Given this relationship, in the absence of an economic recession, how are we in a profit recession?

Biggest Driver of Earnings Growth

Market Realist – Economic growth is the biggest driver of earnings growth.

The above graph compares the year-over-year (or YoY) growth in US GDP (gross domestic product) with the YoY growth in the earnings of S&P 500 (IVV) (VOO) companies over the last 25 years. As you can see, earnings growth seems to follow the same trajectory of GDP growth. The correlation between the YoY growth in the two in that period is +0.52. However, earnings growth seems to be more volatile.
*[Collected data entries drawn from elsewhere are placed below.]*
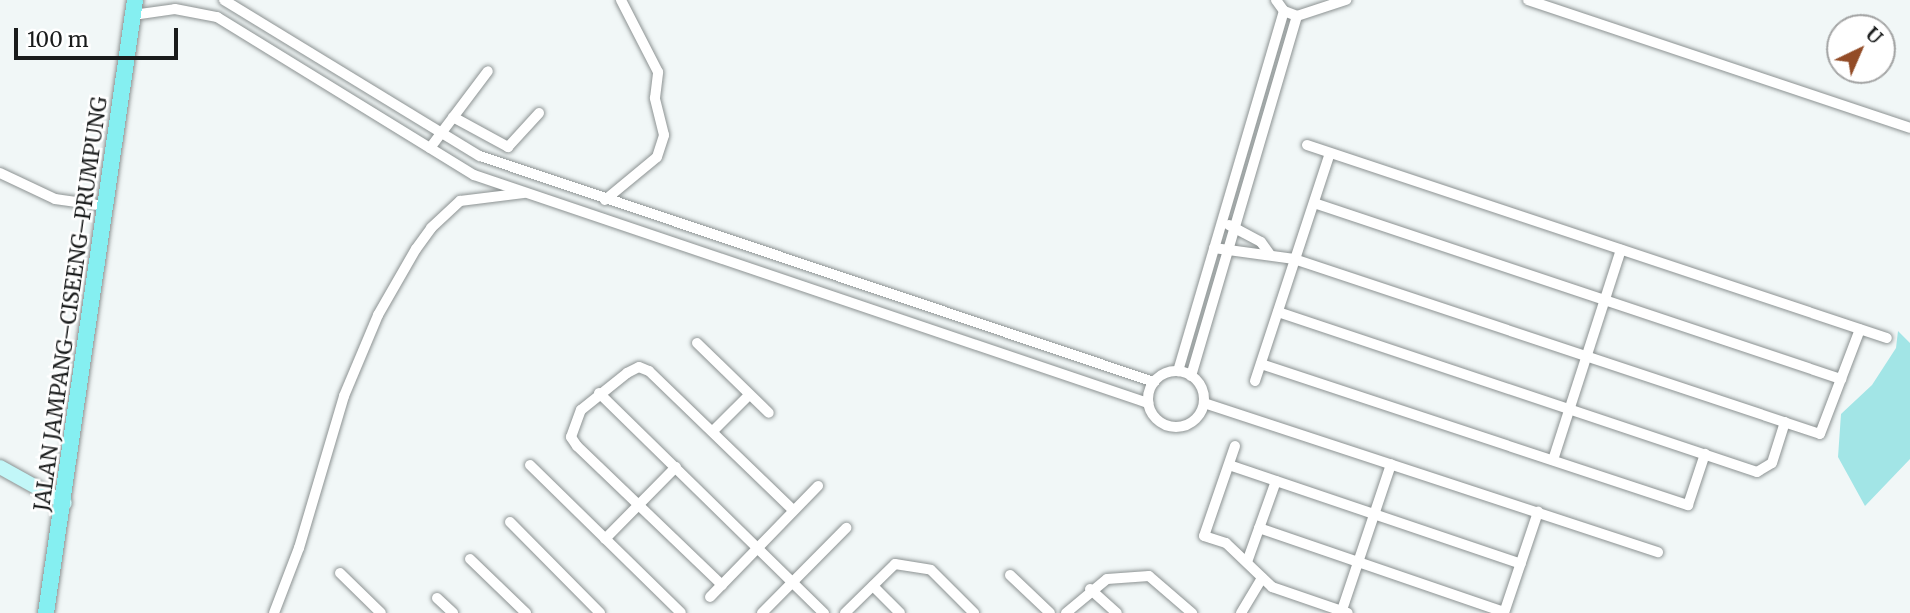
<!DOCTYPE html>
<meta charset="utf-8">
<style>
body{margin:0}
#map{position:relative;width:1910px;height:613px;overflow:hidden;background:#f1f7f7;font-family:Merriweather,serif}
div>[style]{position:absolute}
.green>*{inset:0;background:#a2e5e6}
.roads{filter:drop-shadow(0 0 2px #8c9292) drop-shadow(0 0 2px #8c9292)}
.street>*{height:10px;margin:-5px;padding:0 5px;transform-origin:5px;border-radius:5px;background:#fff}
.street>.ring{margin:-5px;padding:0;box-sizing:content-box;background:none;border:10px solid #fff;border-radius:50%}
.secondary>*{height:14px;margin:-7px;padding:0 7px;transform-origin:7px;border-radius:7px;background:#c2f7f8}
.primary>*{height:16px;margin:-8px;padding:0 8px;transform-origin:8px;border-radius:8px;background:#85eff1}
span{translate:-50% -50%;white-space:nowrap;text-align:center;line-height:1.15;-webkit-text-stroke:5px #fff;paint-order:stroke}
.street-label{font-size:21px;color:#191b1b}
.north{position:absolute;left:1826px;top:14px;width:70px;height:70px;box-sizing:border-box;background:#fff;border:2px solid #a3a4a4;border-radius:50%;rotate:44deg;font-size:19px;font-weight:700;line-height:28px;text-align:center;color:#191b1b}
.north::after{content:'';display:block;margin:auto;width:24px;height:32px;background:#934c27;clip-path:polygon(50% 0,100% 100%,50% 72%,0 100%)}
.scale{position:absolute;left:14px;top:28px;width:164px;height:32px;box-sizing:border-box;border:4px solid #191b1b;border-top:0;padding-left:9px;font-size:21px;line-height:24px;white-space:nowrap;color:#191b1b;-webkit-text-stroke:5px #fff;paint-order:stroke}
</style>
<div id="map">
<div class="green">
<i style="clip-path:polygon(1898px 331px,1910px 343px,1910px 459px,1865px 506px,1838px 457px,1841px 414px,1872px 385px,1896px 348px)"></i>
</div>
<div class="roads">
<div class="street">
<i style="left:224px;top:0;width:300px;rotate:31.4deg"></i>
<i style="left:480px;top:156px;width:711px;rotate:18.54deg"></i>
<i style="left:1276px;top:0;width:14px;rotate:54deg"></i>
<i style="left:1284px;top:11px;width:14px;rotate:21deg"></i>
<i style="left:1297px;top:16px;width:52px;rotate:-18.1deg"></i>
<i style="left:1528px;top:0;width:403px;rotate:18.5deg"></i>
<i style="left:133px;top:15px;width:42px;rotate:-8.1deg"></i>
<i style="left:175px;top:9px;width:43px;rotate:10.8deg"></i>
<i style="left:217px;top:17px;width:302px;rotate:31.6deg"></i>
<i style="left:474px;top:175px;width:712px;rotate:18.69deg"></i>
<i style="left:453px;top:117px;width:63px;rotate:28.6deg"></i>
<i style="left:508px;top:147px;width:46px;rotate:-47.6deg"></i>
<i style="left:1307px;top:145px;width:611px;rotate:18.41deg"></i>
<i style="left:430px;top:148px;width:96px;rotate:-53deg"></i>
<i style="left:0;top:173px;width:61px;rotate:25.3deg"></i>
<i style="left:55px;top:199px;width:49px;rotate:8.1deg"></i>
<i style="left:605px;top:200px;width:67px;rotate:-39.6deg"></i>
<i style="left:657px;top:157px;width:23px;rotate:-72deg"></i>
<i style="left:664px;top:135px;width:38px;rotate:-104deg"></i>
<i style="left:655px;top:98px;width:26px;rotate:-83deg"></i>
<i style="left:658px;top:72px;width:81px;rotate:-117.2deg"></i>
<i style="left:1314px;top:203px;width:556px;rotate:18.47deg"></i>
<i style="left:1229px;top:225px;width:36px;rotate:28deg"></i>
<i style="left:1261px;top:242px;width:14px;rotate:54deg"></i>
<i style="left:1214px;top:248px;width:81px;rotate:7.8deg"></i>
<i style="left:1294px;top:259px;width:554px;rotate:18.4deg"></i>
<i style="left:1820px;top:434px;width:112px;rotate:-69.1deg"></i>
<i style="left:1278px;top:312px;width:505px;rotate:18.47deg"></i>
<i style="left:1757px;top:472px;width:17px;rotate:-31deg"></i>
<i style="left:1772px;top:463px;width:43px;rotate:-72.4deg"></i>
<i style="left:697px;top:343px;width:100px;rotate:44.2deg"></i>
<i style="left:1261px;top:364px;width:450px;rotate:18.3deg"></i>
<i style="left:1688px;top:505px;width:54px;rotate:-71.6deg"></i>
<i style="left:1178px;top:371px;width:375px;rotate:-73.6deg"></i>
<i class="ring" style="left:1148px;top:371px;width:46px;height:46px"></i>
<i style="left:1191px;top:376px;width:375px;rotate:-73.6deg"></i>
<i style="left:1255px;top:381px;width:240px;rotate:-71.8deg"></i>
<i style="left:599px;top:393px;width:315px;rotate:44.4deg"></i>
<i style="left:1204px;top:403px;width:478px;rotate:18.2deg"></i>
<i style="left:713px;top:431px;width:51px;rotate:-45deg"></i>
<i style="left:1235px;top:446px;width:95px;rotate:109deg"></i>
<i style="left:1204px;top:536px;width:23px;rotate:18deg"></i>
<i style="left:1226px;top:543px;width:64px;rotate:43.7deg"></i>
<i style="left:1272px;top:587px;width:80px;rotate:18.9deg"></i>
<i style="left:1553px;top:460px;width:221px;rotate:-72.1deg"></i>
<i style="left:530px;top:465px;width:211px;rotate:44.4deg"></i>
<i style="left:1229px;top:465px;width:308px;rotate:18.7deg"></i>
<i style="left:510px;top:522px;width:128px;rotate:45.3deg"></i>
<i style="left:1259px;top:528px;width:259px;rotate:18.9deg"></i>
<i style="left:605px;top:539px;width:101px;rotate:-45.4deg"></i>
<i style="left:470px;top:559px;width:78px;rotate:44deg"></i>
<i style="left:1247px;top:562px;width:86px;rotate:-70.3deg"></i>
<i style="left:340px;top:573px;width:57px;rotate:44.3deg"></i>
<i style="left:1010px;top:575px;width:55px;rotate:43.5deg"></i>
<i style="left:722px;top:585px;width:201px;rotate:-136.2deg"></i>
<i style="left:577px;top:446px;width:11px;rotate:-124deg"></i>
<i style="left:571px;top:437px;width:29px;rotate:-70deg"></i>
<i style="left:581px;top:410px;width:59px;rotate:-38.8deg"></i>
<i style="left:627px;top:373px;width:13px;rotate:-27deg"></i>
<i style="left:639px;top:367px;width:11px;rotate:22deg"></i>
<i style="left:649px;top:371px;width:200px;rotate:44deg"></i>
<i style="left:873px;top:586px;width:38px;rotate:45deg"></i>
<i style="left:1090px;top:589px;width:36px;rotate:42deg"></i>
<i style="left:710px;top:597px;width:155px;rotate:-45.8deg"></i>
<i style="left:437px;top:598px;width:22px;rotate:43deg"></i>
<i style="left:274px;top:613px;width:70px;rotate:-69deg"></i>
<i style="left:299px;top:548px;width:159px;rotate:-73.5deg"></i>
<i style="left:344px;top:396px;width:88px;rotate:-67.2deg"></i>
<i style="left:378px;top:315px;width:76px;rotate:-60.1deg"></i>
<i style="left:416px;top:249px;width:26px;rotate:-54deg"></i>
<i style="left:431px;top:228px;width:40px;rotate:-43deg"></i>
<i style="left:460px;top:201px;width:64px;rotate:-7.1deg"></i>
<i style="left:762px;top:613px;width:120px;rotate:-45.3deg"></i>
<i style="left:845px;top:613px;width:70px;rotate:-44.4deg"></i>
<i style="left:895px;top:564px;width:36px;rotate:9deg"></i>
<i style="left:931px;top:570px;width:61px;rotate:45deg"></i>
<i style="left:1066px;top:613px;width:53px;rotate:-39.7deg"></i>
<i style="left:1107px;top:579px;width:42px;rotate:-4.1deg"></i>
<i style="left:1149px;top:576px;width:57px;rotate:40.7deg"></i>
<i style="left:1241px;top:613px;width:41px;rotate:-59deg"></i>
<i style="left:1341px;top:613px;width:157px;rotate:-71.4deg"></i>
<i style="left:1504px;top:613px;width:107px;rotate:-71.4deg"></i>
</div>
<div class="secondary">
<i style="left:0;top:467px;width:74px;rotate:29deg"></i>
</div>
<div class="primary">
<i style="left:46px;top:613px;width:619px;rotate:-81.74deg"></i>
</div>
</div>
<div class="street-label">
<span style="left:71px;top:304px;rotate:-82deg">JALAN JAMPANG–CISEENG–PRUMPUNG</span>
</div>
<div class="north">U</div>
<div class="scale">100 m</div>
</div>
In the previous economic recession in the late 2000s, earnings growth plunged into the negative territory as well. This time around, though, while US GDP growth seems solid though uninspiring, corporate earnings have slumped into a technical recession.

In 3Q15, there are more companies beating earnings estimates, but few are beating sales estimates. This means that companies are cutting costs in order to improve earnings. Of the 340 S&P 500 companies (SPLV) that have reported earnings through October 30, 76% reported actual EPS (earnings per share) above the mean EPS estimate, while 47% reported actual sales above estimated sales, according to Fact Set.

Telecom, healthcare (XLV) (IYH), and consumer discretionary (VCR) have been the best-performing sectors. Energy (IYE) (XLE) has been by far the worst performing sector due to plunging oil (BNO) prices.